** Material provided **
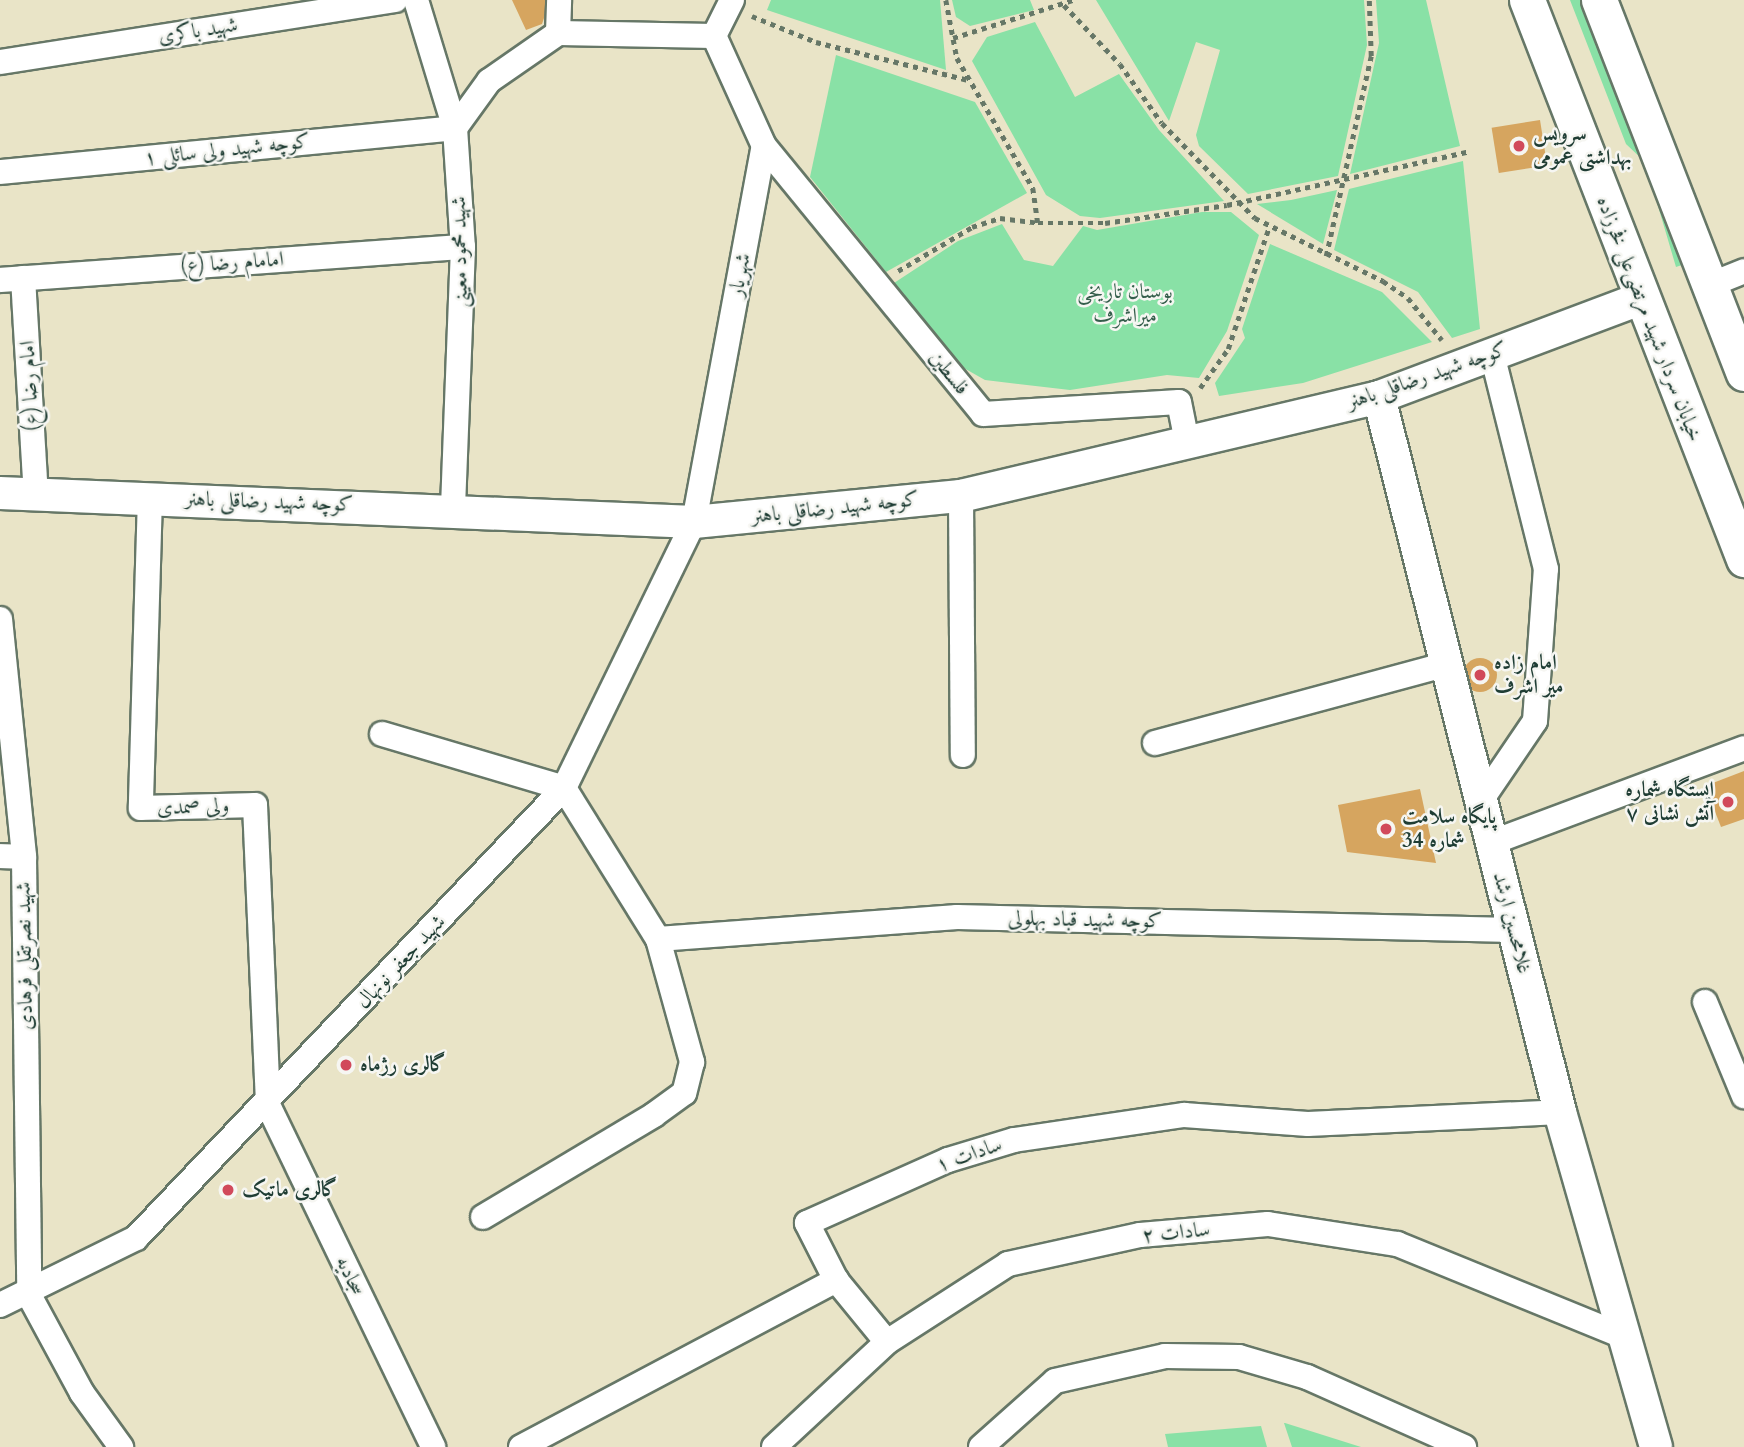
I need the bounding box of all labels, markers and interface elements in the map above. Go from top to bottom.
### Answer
street label: شهید باکری [156,12,240,50]
place label: سرویس بهداشتی عمومی [1533,121,1632,171]
street label: کوچه شهید ولی سائلی ۱ [143,129,311,171]
marker: سرویس بهداشتی عمومی [1511,138,1527,154]
street label: خیابان سردار شهید مرتضی‌علی فخرزاده [1591,193,1707,445]
street label: شهید محمود معینی [446,196,474,308]
street label: امامام رضا (ع) [179,247,285,279]
street label: شهریار [723,251,757,299]
park label: بوستان تاریخی میراشرف [1077,279,1173,329]
street label: کوچه شهید رضاقلی باهنر [1343,337,1511,415]
street label: امام رضا (ع) [15,340,45,432]
street label: فلسطین [924,346,974,400]
street label: کوچه شهید رضاقلی باهنر [184,486,354,518]
street label: کوچه شهید رضاقلی باهنر [750,487,920,529]
place label: امام زاده میر اشرف [1494,650,1563,700]
marker: امام زاده میر اشرف [1472,667,1488,683]
place label: ایستگاه شماره ۷ آتش نشانی [1625,777,1714,827]
street label: ولی صمدی [156,793,230,821]
marker: ایستگاه شماره ۷ آتش نشانی [1720,794,1736,810]
place label: پایگاه سلامت شماره 34 [1402,804,1496,854]
marker: پایگاه سلامت شماره 34 [1376,819,1396,839]
street label: غلامحسین ارشد [1487,870,1537,976]
street label: شهید نصرتقلی فرهادی [11,882,39,1030]
street label: کوچه شهید قباد بهلولی [1008,906,1162,934]
street label: شهید جعفر نونهال [351,910,451,1014]
place label: گالری رژماه [360,1052,446,1078]
marker: گالری رژماه [338,1057,354,1073]
street label: سادات ۱ [933,1132,1005,1178]
place label: گالری ماتیک [242,1177,338,1203]
marker: گالری ماتیک [220,1182,236,1198]
street label: سادات ۲ [1141,1217,1211,1249]
street label: سجادیه [330,1252,370,1300]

** Your objective **
Could you copy out every line in the material above that contains the string "ماتیک"?

** The answer **
place label: گالری ماتیک [242,1177,338,1203]
marker: گالری ماتیک [220,1182,236,1198]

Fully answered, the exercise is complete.